Anyone know a better way to suspend execution of VB code until an activex control responds and the event is handled other than using a loop with a doevents statement in it. Such a loop seems to be slowing my application significantly. Thanks.
I'm not sure I understand your requirement, but we'll see.
You could try tying your DoEvents to a timer rather than a loop. That way you can control the number of times per second DoEvents gets executed.
This thread thread222-1285729 will give you a basic technique that might work better. I'd use the IsProcessRunning part of this along with a Timer function. If you want to explore this idea further, doing a search in the VB5/6 forum for "IsProcessRunning" will give more examples from Hypetia.
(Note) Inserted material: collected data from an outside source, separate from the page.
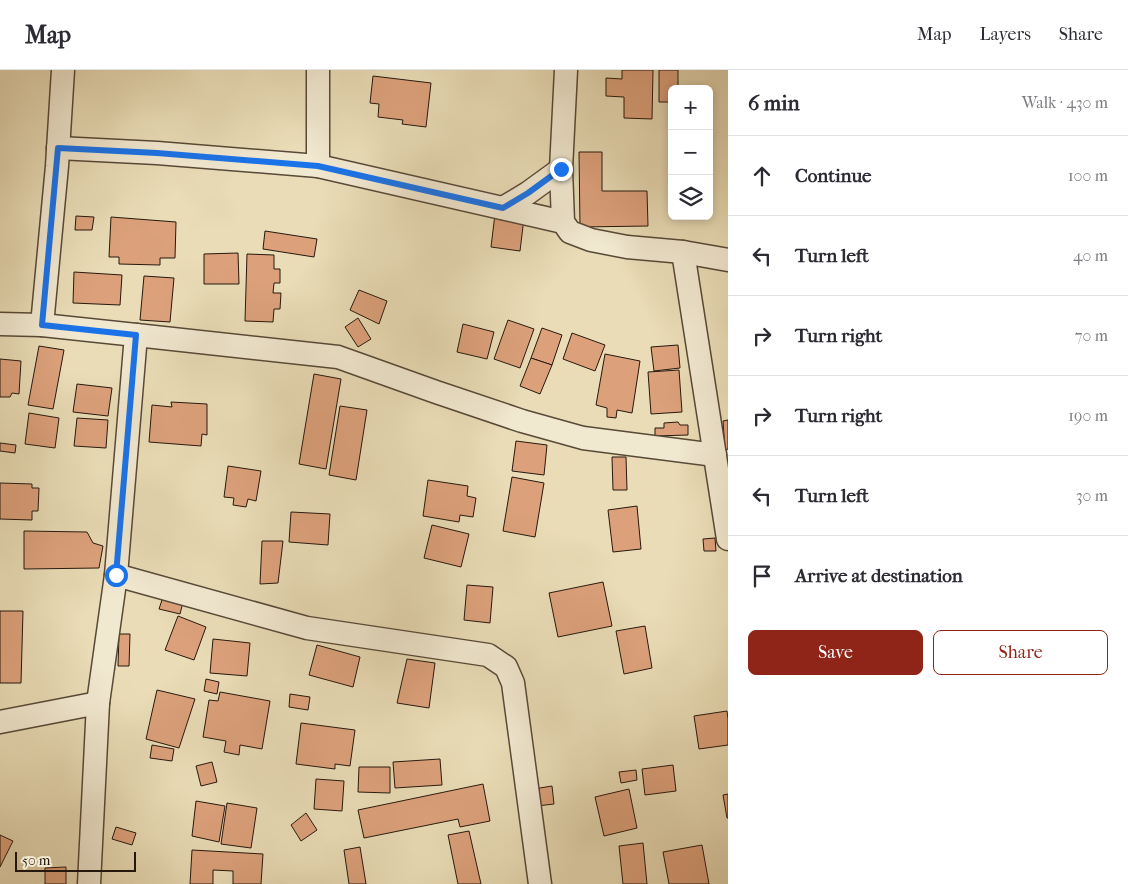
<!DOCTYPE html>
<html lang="en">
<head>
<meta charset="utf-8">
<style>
  :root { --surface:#fff; --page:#f2f2f3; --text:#2b2b33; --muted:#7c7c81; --line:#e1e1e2; --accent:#8f2418 }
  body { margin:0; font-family:"IM FELL French Canon",serif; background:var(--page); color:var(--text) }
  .controls { position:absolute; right:15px; top:15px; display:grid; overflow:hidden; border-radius:8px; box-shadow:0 2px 8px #0003 }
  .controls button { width:45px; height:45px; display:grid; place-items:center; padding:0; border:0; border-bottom:1px solid var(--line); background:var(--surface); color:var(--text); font:25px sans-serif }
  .scale { position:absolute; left:15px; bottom:12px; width:121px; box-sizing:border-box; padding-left:5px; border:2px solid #27180e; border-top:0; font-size:14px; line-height:18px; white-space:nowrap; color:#27180e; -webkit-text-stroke:4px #f1e8d0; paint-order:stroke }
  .stop { position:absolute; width:15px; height:15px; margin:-11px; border:4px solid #1a73e8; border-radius:50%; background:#fff }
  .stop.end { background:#1a73e8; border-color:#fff; box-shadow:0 1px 5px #0008 }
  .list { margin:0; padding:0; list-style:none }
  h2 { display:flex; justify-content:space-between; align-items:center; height:65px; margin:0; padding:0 20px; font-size:21px }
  h2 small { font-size:16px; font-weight:400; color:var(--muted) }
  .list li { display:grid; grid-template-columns:32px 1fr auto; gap:15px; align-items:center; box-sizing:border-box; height:80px; padding:0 20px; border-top:1px solid var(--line) }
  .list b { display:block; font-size:19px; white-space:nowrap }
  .list em { font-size:16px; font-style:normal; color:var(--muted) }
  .actions { display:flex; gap:10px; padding:15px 20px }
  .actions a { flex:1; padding:11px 0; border:1px solid var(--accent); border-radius:8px; text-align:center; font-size:18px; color:var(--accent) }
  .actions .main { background:var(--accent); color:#fff }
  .icon { flex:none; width:28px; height:28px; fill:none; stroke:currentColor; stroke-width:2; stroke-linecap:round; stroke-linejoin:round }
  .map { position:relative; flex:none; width:728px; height:814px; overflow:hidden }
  header { display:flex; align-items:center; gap:30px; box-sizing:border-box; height:70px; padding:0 25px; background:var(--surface); border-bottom:1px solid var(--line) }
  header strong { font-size:24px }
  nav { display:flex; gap:28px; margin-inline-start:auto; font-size:18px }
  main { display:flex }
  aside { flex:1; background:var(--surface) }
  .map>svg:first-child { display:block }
</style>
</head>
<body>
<header>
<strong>Map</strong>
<nav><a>Map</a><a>Layers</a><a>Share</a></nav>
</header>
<main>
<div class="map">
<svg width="728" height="814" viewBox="0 0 728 814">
  <rect width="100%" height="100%" fill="#e9dcb6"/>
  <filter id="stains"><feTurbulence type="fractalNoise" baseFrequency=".004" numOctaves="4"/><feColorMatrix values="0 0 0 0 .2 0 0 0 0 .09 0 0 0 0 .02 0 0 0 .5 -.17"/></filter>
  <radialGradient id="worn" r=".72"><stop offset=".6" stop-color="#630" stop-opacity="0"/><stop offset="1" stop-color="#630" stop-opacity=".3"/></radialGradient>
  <g fill="#dca17b" stroke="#27180e">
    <polygon points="622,0 653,0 652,49 624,48 624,27 606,26 606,8 622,9"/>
    <polygon points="659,0 678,0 678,19 672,19 672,32 659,32"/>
    <polygon points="373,6 431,13 426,57 402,54 403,50 378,47 379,34 370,33"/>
    <polygon points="579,82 602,82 602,121 647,121 648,156 580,157"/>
    <polygon points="495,144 524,148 520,181 491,177"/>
    <polygon points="76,146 94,147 92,160 75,160"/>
    <polygon points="111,147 176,152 175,188 160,188 160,195 119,194 119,187 109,187"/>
    <polygon points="265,161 317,169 314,187 263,179"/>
    <polygon points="238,183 239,214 204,214 204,184"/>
    <polygon points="247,184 274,185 274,199 280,199 280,213 274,213 273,223 281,223 280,239 274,239 273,252 245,251"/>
    <polygon points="74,202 122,205 120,235 73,233"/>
    <polygon points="144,206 174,208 170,252 140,250"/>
    <polygon points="359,220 387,231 379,254 350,240"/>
    <polygon points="358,248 371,269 358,277 345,257"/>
    <polygon points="508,250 534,259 520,298 494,289"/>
    <polygon points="463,254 494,262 487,289 457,282"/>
    <polygon points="542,258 562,265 552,295 531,288"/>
    <polygon points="572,263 605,275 595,301 563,289"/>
    <polygon points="678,275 680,298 654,301 651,277"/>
    <polygon points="39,276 64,280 53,339 28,335"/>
    <polygon points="605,284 640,291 632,343 617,340 616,348 607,347 607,338 596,335"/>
    <polygon points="531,288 552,295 540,324 520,316"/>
    <polygon points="0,289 21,291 19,324 12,323 10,327 0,327"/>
    <polygon points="679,300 682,342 651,344 648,302"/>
    <polygon points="314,304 341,309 326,399 299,394"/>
    <polygon points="77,314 112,318 108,346 73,342"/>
    <polygon points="171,332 207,334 207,365 202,364 201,376 149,372 152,335 172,337"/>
    <polygon points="340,336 367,340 356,410 329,405"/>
    <polygon points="29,343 59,348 55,378 25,374"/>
    <polygon points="77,348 108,350 106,378 74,376"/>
    <polygon points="728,350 728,379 725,380 723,351"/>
    <polygon points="678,352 680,355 688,355 688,365 655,366 655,358 664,358 664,353"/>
    <polygon points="516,371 547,375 544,405 512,401"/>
    <polygon points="0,373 16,375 15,383 0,381"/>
    <polygon points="612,387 626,387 627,420 613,420"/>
    <polygon points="228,396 261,401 256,431 248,429 246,437 233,435 234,428 224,427"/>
    <polygon points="512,407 544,413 535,467 503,461"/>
    <polygon points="428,410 468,416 467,426 476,428 473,447 460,445 459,452 423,446"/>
    <polygon points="0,413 32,414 32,418 39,418 38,441 32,441 32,450 0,449"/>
    <polygon points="637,436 641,479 613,482 608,440"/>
    <polygon points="291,442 330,444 328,475 289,472"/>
    <polygon points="432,455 469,464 461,497 424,488"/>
    <polygon points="24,461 87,462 93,473 103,476 99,498 24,499"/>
    <polygon points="715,468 716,481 704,481 703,469"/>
    <polygon points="262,471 283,471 278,513 260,514"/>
    <polygon points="603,512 612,556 558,567 549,523"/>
    <polygon points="467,515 493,517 490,553 464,550"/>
    <polygon points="163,527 183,532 180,544 159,539"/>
    <polygon points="0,541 23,541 21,613 0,613"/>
    <polygon points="178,546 206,557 194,590 165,580"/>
    <polygon points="645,556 652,598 624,604 616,561"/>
    <polygon points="119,564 130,564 129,596 118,596"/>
    <polygon points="213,569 250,573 247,606 210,603"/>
    <polygon points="317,575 360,587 353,617 309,605"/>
    <polygon points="407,589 435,593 429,638 397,633"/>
    <polygon points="206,609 219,612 217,624 204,621"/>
    <polygon points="157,620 195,629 179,678 146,669"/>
    <polygon points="220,622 270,631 262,679 240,675 239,685 224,682 226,671 203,667 209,630 218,631"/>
    <polygon points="290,624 310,627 308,640 289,637"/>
    <polygon points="727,641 728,649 728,675 699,679 694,646"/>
    <polygon points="301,653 355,660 350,696 335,694 335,699 296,694"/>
    <polygon points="152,675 174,679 172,691 150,688"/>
    <polygon points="440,689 442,715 395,718 393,692"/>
    <polygon points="212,692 217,712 201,716 196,696"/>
    <polygon points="673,695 676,721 645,725 642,699"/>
    <polygon points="359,697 390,697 390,723 358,722"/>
    <polygon points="636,700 637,710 621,713 619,702"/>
    <polygon points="316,709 344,711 342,741 314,739"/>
    <polygon points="483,714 490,751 460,757 458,749 364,768 358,740"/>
    <polygon points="552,716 554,734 537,736 534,719"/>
    <polygon points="629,719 637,758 604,766 595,727"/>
    <polygon points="728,724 728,748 727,748 723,725"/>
    <polygon points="196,731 225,736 219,772 192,766"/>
    <polygon points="227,733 257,738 251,778 221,774"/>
    <polygon points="306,743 317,760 301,771 291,755"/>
    <polygon points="116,757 136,763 132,775 112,769"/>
    <polygon points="469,761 481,814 458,814 448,765"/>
    <polygon points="0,765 13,771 0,797"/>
    <polygon points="643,773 647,814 623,814 619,776"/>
    <polygon points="702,775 709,814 669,814 663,782"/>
    <polygon points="360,777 366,814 349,814 344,780"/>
    <polygon points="192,780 263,784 261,814 233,814 233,801 213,800 213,814 190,814"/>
    <polygon points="66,797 66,814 45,814 45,798"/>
  </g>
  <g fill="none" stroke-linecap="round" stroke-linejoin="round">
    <g stroke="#584938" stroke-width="25">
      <g id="minor">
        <polyline points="566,0 561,99 563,152 570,162 591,170 627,177 683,182 728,190"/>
        <polyline points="58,78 157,83 318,96 563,152"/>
        <polyline points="318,96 318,0"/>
        <polyline points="503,138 528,123 561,99"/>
        <polyline points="683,182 728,469"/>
        <polyline points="0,254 42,255 136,265 116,505 98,633 89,814"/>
        <polyline points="42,255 57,96 63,0"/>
        <polyline points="136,265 338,287 436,322 522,351 583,368 715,385"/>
        <polyline points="116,505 307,558 488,585 506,597 513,613 540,814"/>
        <polyline points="0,652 98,633"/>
      </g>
    </g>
    <use href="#minor" stroke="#f1e8d0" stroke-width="22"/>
  </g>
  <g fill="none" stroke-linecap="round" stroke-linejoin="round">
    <polyline stroke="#1a73e8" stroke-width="6" points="116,505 136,265 42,255 58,78 157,83 318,96 503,138 528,123 561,99"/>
  </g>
  <rect width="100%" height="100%" filter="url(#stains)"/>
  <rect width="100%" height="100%" fill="url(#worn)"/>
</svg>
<div class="controls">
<button>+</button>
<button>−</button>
<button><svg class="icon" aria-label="layers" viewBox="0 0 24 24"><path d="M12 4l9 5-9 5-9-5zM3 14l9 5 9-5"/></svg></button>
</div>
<div class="scale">50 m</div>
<div class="stop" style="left:116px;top:505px"></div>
<div class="stop end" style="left:561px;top:99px"></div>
</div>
<aside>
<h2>6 min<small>Walk · 430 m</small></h2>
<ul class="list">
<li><svg class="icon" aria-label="ahead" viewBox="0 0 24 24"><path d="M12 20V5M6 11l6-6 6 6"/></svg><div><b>Continue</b></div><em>100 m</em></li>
<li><svg class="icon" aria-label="left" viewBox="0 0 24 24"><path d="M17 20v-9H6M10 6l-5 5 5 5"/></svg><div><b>Turn left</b></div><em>40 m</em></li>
<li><svg class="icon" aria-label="right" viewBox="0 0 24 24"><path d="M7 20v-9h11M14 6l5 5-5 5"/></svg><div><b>Turn right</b></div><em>70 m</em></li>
<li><svg class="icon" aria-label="right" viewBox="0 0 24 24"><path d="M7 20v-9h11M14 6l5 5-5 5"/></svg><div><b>Turn right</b></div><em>190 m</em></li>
<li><svg class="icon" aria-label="left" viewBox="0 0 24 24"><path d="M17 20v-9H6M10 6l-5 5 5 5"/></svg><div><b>Turn left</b></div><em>30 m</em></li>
<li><svg class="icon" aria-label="arrive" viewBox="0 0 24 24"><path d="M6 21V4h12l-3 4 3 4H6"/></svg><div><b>Arrive at destination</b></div></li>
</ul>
<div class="actions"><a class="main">Save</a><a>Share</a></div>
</aside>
</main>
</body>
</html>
My guess would be that this user is trying to force logic on a VB form to run as straight-line code instead of programming against the form's event model. Thus use of a Timer's events would probably defeat his purpose.
While there are exceptions to every rule, the basic principal I follow with DoEvents() is don't. The major exception is to allow UI updates to take place during lengthy processing within an event handler: things like progress bar updates, status line message display, and command button enable/disable or caption changes. There are other exceptions too of course but most of them occur within the logic of a UserControl or Class that is processing local events and wants to raise an event to its container and allow it to be handled right away.
Using DoEvents() within an event handler always presents the potential of unanticpated re-entrancy. I see this most often with code handling Winsock control events, where it can lead to problems ranging from received data fragments being processed out of sequence to stack overflows.
Well, maybe so, in which case my response wouldn't make a lot of sense. However, I was thinking that the OP was talking about a control running asynchronously in a separate process.